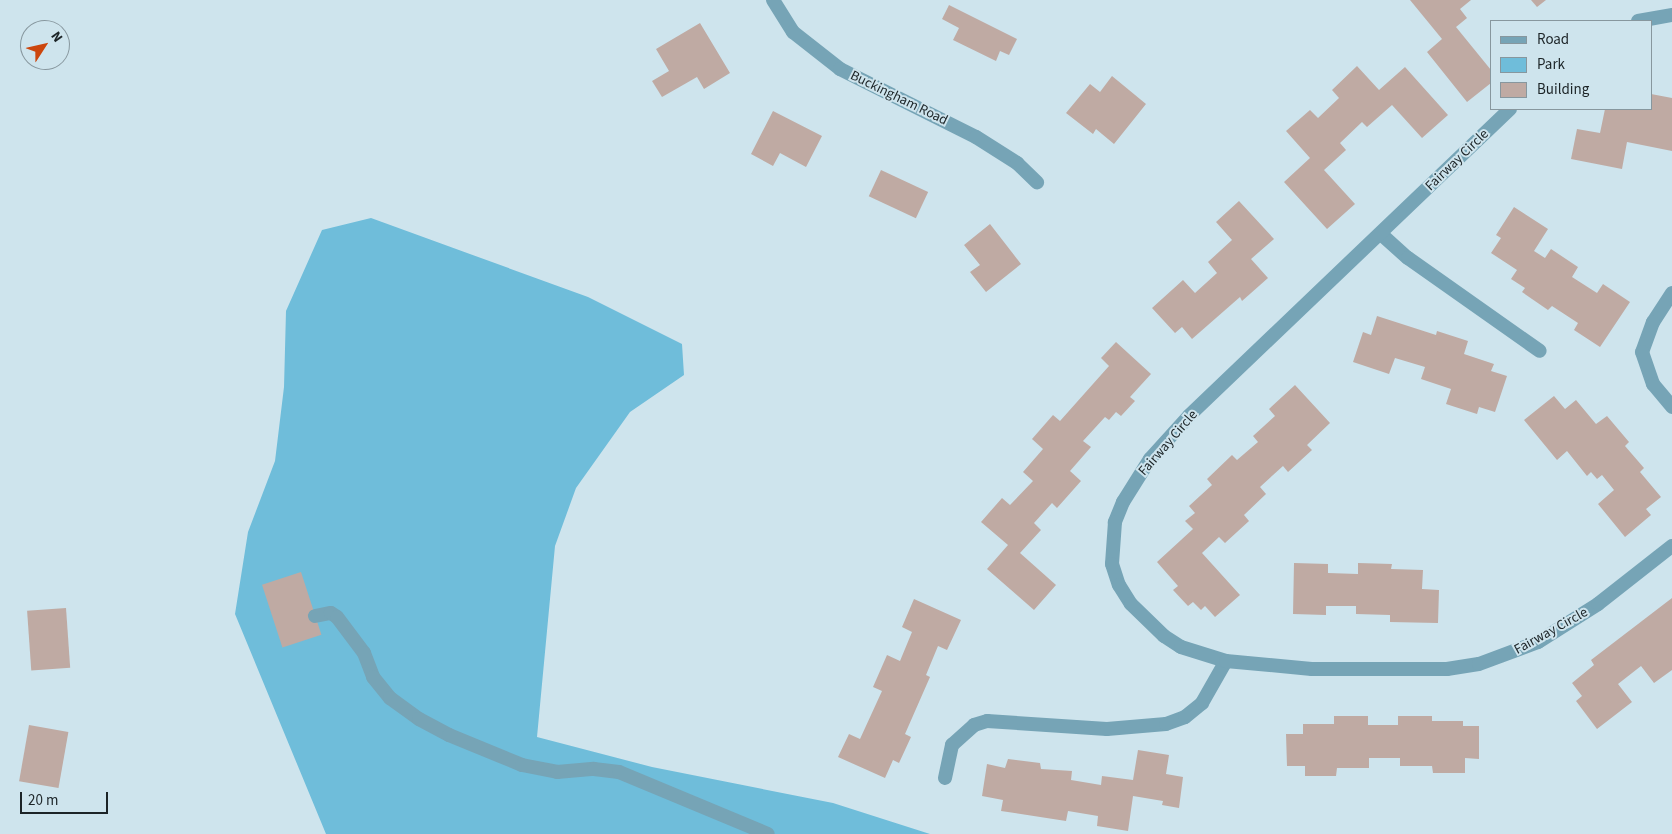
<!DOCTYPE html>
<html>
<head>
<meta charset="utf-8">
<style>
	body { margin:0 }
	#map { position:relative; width:1672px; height:834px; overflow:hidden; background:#cee4ed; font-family:"Source Sans 3",sans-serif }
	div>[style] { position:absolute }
	.green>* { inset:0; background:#6fbdda }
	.building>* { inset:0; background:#bfaaa3; transform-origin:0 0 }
	.service>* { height:14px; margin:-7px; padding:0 7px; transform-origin:7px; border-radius:7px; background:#76a4b6 }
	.minor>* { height:14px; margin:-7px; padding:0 7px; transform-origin:7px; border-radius:7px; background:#76a4b6 }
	span { translate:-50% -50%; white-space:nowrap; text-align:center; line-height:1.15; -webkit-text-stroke:4px #cee4ed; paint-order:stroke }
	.street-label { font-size:14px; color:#1c2427 }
	.legend { position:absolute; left:1490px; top:20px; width:162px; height:90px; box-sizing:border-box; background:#cee4ed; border:1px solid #87979e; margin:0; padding:6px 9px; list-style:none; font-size:15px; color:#1c2427 }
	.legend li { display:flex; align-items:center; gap:10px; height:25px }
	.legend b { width:25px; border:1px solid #87979e }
	.north { position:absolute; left:20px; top:20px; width:50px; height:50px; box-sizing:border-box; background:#cee4ed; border:1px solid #87979e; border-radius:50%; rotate:55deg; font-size:14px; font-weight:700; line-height:20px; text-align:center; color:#1c2427 }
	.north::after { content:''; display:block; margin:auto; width:18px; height:22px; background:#cc460d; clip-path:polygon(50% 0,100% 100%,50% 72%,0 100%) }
	.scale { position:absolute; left:20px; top:792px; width:88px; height:22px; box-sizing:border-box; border:2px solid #1c2427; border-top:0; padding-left:6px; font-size:15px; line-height:18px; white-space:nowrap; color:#1c2427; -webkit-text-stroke:4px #cee4ed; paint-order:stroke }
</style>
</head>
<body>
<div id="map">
	<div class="green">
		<i style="clip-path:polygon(371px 218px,588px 297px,682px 344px,684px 375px,630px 412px,576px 488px,555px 546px,537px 737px,652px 767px,833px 803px,930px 834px,326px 834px,235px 614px,248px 532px,275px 461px,284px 387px,286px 311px,322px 230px)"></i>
	</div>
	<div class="building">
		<i style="clip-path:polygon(1410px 0,1471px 0,1460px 9px,1467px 18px,1456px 27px,1491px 70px,1491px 83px,1467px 102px,1427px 52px,1442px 39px)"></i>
		<i style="clip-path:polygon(1531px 0,1546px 0,1537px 7px)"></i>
		<i style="clip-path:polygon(949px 5px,1017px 39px,1009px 55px,1000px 51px,996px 61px,953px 40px,959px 28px,942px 19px)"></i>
		<i style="clip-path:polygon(700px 23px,730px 73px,704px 89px,697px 77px,662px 97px,652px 81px,669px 71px,656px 49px)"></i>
		<i style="clip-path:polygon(1357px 66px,1379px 90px,1405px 67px,1448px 115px,1422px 138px,1392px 105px,1367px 127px,1362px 122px,1340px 143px,1346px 150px,1324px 170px,1355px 204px,1327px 229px,1284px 182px,1310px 158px,1286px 131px,1310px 110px,1318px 118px,1339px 98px,1332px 90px)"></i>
		<i style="clip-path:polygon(1112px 76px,1146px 104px,1114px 144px,1096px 129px,1093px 134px,1066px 113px,1090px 84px,1100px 92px)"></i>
		<i style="clip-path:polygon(1651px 94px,1672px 98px,1672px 151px,1627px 142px,1622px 169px,1571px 159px,1577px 129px,1600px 133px,1605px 109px,1651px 109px)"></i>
		<i style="clip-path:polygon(773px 111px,822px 136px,806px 167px,780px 153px,773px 166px,751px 154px)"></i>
		<i style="left:881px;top:170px;width:52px;height:29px;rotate:25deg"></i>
		<i style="clip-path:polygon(1239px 201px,1274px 239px,1251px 259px,1268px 278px,1242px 301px,1240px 297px,1192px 339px,1182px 327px,1175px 333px,1152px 308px,1183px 280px,1195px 293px,1217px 273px,1208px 262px,1232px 240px,1216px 222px)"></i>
		<i style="clip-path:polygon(1514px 207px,1548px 229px,1534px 251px,1545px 258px,1551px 249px,1578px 267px,1572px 277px,1597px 293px,1603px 284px,1630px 302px,1600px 347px,1574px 330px,1578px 323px,1552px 306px,1548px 310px,1522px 292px,1525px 288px,1511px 279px,1517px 270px,1491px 253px,1501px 238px,1496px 235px)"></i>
		<i style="clip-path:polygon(990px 224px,1021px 264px,986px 292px,970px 272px,980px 265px,964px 245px)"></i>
		<i style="clip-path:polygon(1377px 316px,1436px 335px,1437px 331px,1468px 341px,1464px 354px,1494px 364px,1491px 371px,1507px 376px,1495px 412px,1479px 407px,1477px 414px,1446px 404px,1451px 389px,1421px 379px,1425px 367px,1395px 358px,1389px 374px,1353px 362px,1363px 332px,1371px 335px)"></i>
		<i style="clip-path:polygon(1116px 342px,1151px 374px,1130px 397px,1135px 401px,1121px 416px,1116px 412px,1109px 420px,1105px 417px,1083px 441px,1091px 447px,1070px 471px,1081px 481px,1057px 508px,1052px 503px,1034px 523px,1041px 530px,1020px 553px,1056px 585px,1034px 610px,987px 569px,1008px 545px,981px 522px,1002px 498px,1010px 505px,1033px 481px,1023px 472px,1043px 449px,1032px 439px,1053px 415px,1060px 421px,1109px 366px,1101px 358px)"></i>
		<i style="clip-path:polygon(1295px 385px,1330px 423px,1307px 445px,1312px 450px,1288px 472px,1283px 466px,1260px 487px,1266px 494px,1244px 515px,1249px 521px,1225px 543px,1219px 537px,1202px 553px,1240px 595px,1215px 617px,1205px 606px,1201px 610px,1193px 602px,1188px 606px,1173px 590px,1178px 586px,1157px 562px,1193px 529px,1185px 521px,1195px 513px,1189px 506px,1212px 485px,1207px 479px,1232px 455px,1237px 460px,1258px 442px,1253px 436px,1275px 416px,1269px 409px)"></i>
		<i style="clip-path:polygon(1554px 396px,1565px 409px,1576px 400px,1596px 424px,1607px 416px,1629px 442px,1625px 446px,1644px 468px,1640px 472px,1661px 497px,1646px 509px,1651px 515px,1625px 537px,1598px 504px,1614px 490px,1602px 475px,1597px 479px,1591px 472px,1587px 476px,1567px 451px,1557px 460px,1524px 420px)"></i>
		<i style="clip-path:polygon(1294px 563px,1328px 564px,1328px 573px,1358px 574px,1358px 563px,1392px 564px,1391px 569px,1423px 570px,1422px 589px,1439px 590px,1438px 623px,1390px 622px,1390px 615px,1356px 614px,1356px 606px,1326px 606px,1326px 615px,1293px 614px)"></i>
		<i style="left:301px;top:572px;width:66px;height:41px;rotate:72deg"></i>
		<i style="clip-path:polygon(1672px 598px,1672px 670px,1654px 683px,1641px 666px,1618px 684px,1632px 702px,1597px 729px,1576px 701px,1582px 696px,1572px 683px,1594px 665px,1591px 660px)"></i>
		<i style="clip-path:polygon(914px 599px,961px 620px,947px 650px,938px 646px,926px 675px,930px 677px,905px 734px,911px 737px,899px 763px,893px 760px,885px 778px,838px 757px,849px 734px,860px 739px,882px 691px,873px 687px,887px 655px,900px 661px,912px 632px,902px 627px)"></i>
		<i style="left:66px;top:608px;width:60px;height:39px;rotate:86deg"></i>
		<i style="clip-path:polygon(1334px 716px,1368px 716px,1368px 725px,1398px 725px,1398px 716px,1432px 716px,1432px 721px,1463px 721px,1463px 726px,1479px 726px,1479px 759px,1465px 758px,1465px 773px,1433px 773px,1432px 766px,1400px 766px,1400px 758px,1369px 758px,1369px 768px,1337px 768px,1336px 776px,1305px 776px,1305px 766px,1287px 766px,1286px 734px,1303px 734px,1303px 724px,1334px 724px)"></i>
		<i style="left:29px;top:725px;width:40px;height:57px;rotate:10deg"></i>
		<i style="clip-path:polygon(1138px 750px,1169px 755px,1166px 774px,1183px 777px,1179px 808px,1162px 805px,1163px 801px,1133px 796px,1128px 831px,1097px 826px,1098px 816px,1068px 811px,1066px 821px,1001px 811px,1003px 800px,982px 796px,987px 764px,1005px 768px,1008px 759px,1040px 763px,1041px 769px,1072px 771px,1071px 780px,1101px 785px,1102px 776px,1133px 780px)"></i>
	</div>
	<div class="service">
		<i style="left:1381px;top:234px;width:36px;rotate:42deg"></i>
		<i style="left:1408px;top:258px;width:161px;rotate:35.2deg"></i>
		<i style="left:1672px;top:293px;width:35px;rotate:123deg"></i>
		<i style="left:1653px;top:322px;width:32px;rotate:110deg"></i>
		<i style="left:1642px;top:352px;width:34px;rotate:71deg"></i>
		<i style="left:1653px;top:384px;width:30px;rotate:50deg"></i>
		<i style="left:315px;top:616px;width:16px;rotate:-11deg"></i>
		<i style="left:331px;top:613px;width:7px;rotate:34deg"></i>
		<i style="left:337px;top:617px;width:45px;rotate:53.1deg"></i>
		<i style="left:364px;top:653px;width:26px;rotate:69deg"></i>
		<i style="left:373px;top:677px;width:27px;rotate:51deg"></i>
		<i style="left:390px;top:698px;width:36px;rotate:36deg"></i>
		<i style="left:419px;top:719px;width:34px;rotate:28deg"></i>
		<i style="left:449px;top:735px;width:79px;rotate:22.3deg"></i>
		<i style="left:522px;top:765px;width:36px;rotate:11deg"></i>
		<i style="left:557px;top:772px;width:37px;rotate:-5deg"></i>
		<i style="left:594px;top:769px;width:25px;rotate:7deg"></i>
		<i style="left:619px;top:772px;width:161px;rotate:22.6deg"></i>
		<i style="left:945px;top:778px;width:34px;rotate:-78deg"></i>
		<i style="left:952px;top:745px;width:30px;rotate:-42deg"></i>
		<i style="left:974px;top:725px;width:14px;rotate:-17deg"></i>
		<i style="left:987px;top:721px;width:120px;rotate:3.8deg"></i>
		<i style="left:1107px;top:729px;width:59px;rotate:-4.8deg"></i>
		<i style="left:1166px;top:724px;width:20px;rotate:-20deg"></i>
		<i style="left:1185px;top:717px;width:22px;rotate:-39deg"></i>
		<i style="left:1202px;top:703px;width:48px;rotate:-60.3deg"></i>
	</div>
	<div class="minor">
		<i style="left:773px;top:0;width:38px;rotate:58deg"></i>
		<i style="left:793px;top:32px;width:60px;rotate:38.2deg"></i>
		<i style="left:840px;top:69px;width:152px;rotate:26.6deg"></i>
		<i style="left:976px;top:137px;width:49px;rotate:32.4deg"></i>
		<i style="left:1017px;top:163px;width:28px;rotate:44deg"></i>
		<i style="left:1638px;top:21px;width:35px;rotate:-10deg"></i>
		<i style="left:1510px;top:109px;width:444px;rotate:136.3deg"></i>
		<i style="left:1189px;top:416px;width:58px;rotate:132.2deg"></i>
		<i style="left:1150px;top:459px;width:51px;rotate:122.1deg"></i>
		<i style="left:1123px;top:502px;width:22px;rotate:112deg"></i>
		<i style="left:1115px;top:522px;width:42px;rotate:94.1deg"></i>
		<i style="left:1112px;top:564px;width:22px;rotate:72deg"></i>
		<i style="left:1119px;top:585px;width:22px;rotate:58deg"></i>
		<i style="left:1131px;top:604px;width:46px;rotate:44.1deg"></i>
		<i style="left:1164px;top:636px;width:20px;rotate:33deg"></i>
		<i style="left:1181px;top:647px;width:47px;rotate:17.3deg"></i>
		<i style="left:1226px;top:661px;width:86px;rotate:5.3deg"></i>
		<i style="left:1312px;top:669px;width:135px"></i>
		<i style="left:1447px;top:669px;width:32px;rotate:-9deg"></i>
		<i style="left:1479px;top:664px;width:63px;rotate:-20.4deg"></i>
		<i style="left:1538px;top:642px;width:71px;rotate:-32.3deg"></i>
		<i style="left:1598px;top:604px;width:94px;rotate:-38.1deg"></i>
	</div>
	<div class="street-label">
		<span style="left:899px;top:98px;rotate:26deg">Buckingham Road</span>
		<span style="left:1457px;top:160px;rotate:-44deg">Fairway Circle</span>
		<span style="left:1168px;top:443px;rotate:-49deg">Fairway Circle</span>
		<span style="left:1551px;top:631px;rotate:-29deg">Fairway Circle</span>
	</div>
	<ul class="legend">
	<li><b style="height:6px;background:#76a4b6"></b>Road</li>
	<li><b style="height:14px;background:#6fbdda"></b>Park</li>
	<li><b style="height:14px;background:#bfaaa3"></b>Building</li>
	</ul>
	<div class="north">N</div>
	<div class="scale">20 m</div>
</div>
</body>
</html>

● What you should do: Without any picture, return exactly the lines of the records above from the first through the line that contains "translate:-50% -50%; white-space:nowrap;".

● Output of the task:
<!DOCTYPE html>
<html>
<head>
<meta charset="utf-8">
<style>
	body { margin:0 }
	#map { position:relative; width:1672px; height:834px; overflow:hidden; background:#cee4ed; font-family:"Source Sans 3",sans-serif }
	div>[style] { position:absolute }
	.green>* { inset:0; background:#6fbdda }
	.building>* { inset:0; background:#bfaaa3; transform-origin:0 0 }
	.service>* { height:14px; margin:-7px; padding:0 7px; transform-origin:7px; border-radius:7px; background:#76a4b6 }
	.minor>* { height:14px; margin:-7px; padding:0 7px; transform-origin:7px; border-radius:7px; background:#76a4b6 }
	span { translate:-50% -50%; white-space:nowrap; text-align:center; line-height:1.15; -webkit-text-stroke:4px #cee4ed; paint-order:stroke }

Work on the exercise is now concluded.